15. The apparatus according to claim 13, characterized in that, The determining unit is further configured to: Based on the probability distribution, the initial attention value corresponding to the image sample is determined through the attention layer of the initial classification model; The attention weight is obtained by normalizing the initial attention value based on the number of target images in the sample batch to which the image sample belongs and the constant.

16. The apparatus according to any one of claims 11-15, characterized in that, The device further includes an adjustment unit, which is used to pre-adjust the numerical range of the attention weights determined by the attention layer to increase the upper and lower limits of the numerical range.

17. The apparatus according to any one of claims 11-15, characterized in that, The determining unit is further configured to: The initial loss function is determined based on the difference between the probability distribution and the actual classification category; The attention weights are used as weights in the initial loss function to determine the loss function corresponding to the image sample.

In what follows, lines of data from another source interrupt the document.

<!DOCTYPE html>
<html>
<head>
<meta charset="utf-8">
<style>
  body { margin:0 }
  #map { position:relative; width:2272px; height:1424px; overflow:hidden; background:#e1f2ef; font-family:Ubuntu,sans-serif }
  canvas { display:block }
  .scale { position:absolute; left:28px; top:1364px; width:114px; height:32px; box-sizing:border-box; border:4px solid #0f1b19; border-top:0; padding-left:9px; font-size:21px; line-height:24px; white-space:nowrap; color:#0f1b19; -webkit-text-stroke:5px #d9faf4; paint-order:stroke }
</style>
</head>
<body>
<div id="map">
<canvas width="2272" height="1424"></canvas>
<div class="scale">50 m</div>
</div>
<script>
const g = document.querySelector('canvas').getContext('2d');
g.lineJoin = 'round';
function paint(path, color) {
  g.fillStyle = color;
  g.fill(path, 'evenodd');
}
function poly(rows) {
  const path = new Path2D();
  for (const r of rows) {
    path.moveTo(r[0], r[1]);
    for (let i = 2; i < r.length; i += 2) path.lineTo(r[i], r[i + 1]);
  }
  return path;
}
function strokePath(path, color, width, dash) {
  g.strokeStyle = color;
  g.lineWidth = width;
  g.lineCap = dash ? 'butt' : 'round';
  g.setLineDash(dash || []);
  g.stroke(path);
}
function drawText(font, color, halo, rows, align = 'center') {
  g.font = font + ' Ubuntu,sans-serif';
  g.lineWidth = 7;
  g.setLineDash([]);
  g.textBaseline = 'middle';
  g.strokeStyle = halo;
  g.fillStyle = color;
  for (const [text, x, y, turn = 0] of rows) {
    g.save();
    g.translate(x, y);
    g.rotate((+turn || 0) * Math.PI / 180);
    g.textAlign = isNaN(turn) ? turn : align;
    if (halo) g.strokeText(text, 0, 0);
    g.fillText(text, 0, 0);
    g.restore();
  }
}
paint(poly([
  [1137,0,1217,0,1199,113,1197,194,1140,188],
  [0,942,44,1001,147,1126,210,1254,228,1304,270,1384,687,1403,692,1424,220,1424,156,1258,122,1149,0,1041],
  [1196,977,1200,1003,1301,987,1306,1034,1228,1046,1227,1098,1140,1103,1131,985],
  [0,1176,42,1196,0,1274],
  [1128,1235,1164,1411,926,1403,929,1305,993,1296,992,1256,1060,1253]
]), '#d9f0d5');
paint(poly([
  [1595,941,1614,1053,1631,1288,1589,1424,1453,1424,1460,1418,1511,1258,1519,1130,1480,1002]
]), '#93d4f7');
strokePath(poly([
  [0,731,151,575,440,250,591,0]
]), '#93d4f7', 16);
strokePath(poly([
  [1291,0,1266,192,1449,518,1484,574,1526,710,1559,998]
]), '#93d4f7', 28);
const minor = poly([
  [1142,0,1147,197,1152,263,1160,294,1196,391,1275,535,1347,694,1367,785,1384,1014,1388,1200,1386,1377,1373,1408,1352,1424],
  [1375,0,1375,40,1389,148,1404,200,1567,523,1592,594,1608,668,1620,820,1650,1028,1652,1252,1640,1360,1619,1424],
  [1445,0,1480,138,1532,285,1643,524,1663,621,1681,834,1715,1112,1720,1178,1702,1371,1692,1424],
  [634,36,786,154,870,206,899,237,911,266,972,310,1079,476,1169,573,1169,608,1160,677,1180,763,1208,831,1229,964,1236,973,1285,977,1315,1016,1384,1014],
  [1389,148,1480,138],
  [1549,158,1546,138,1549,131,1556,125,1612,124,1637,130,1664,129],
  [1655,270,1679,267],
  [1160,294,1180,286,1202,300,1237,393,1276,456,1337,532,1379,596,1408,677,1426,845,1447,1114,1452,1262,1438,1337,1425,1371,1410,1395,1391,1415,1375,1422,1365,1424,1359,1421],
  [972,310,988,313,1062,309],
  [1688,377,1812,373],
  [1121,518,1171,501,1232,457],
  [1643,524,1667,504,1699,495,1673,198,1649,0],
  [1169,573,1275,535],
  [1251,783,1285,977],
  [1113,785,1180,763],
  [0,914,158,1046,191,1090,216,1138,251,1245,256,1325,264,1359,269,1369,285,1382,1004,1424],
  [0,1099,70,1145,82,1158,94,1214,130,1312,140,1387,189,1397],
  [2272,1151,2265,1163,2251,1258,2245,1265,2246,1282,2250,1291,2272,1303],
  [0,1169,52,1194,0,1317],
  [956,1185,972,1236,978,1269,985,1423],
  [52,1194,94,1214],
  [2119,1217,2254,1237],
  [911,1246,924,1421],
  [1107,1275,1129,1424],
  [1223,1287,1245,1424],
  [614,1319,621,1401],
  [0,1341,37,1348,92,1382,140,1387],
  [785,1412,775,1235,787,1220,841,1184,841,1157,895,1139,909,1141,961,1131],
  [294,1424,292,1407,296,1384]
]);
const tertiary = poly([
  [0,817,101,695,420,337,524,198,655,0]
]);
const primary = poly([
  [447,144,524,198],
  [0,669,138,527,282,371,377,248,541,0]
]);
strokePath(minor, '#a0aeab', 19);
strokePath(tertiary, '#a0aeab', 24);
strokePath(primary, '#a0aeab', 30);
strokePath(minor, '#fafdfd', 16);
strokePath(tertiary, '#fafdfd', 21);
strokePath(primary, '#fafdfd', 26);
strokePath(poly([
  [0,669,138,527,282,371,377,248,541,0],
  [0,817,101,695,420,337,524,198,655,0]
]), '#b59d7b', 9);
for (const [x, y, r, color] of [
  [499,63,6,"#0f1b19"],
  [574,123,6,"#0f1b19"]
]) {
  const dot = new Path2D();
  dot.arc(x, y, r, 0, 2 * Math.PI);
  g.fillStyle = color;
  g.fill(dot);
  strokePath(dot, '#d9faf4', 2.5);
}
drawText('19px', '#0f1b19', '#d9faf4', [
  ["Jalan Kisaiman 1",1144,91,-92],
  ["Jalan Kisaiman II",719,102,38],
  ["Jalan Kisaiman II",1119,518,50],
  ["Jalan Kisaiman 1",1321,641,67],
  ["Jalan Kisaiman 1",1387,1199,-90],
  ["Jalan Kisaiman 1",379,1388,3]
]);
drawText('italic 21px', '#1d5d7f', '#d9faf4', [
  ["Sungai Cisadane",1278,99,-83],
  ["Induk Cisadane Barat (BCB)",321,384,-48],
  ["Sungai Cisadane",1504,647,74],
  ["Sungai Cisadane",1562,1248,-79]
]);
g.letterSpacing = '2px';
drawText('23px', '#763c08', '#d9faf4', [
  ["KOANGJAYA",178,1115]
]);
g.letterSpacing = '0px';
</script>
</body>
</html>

18. The apparatus according to any one of claims 11-15, characterized in that, The modification unit is also used for: Delete the classification layer that serves as the output layer of the classification model. The attention layer of the classification model is used as the model output layer to obtain a recognition model for identifying image quality based on the attention weights.

19. The apparatus according to any one of claims 11-15, characterized in that, The image sample is a face image sample, and the sample label is used to identify the actual user identifier corresponding to the face in the face image sample.

20. The apparatus according to claim 19, characterized in that, The multiple classification categories are determined based on the actual user identifier.

21. A computer device, characterized in that, The computer device includes a processor and memory: The memory is used to store program code and transmit the program code to the processor; The processor is configured to execute the method described in any one of claims 1-10 according to the instructions in the program code.

22. A computer-readable storage medium, characterized in that, The computer-readable storage medium is used to store a computer program for performing the method according to any one of claims 1-10.

23. A computer program product comprising instructions that, when run on a computer, cause the computer to perform the method of any one of claims 1-10.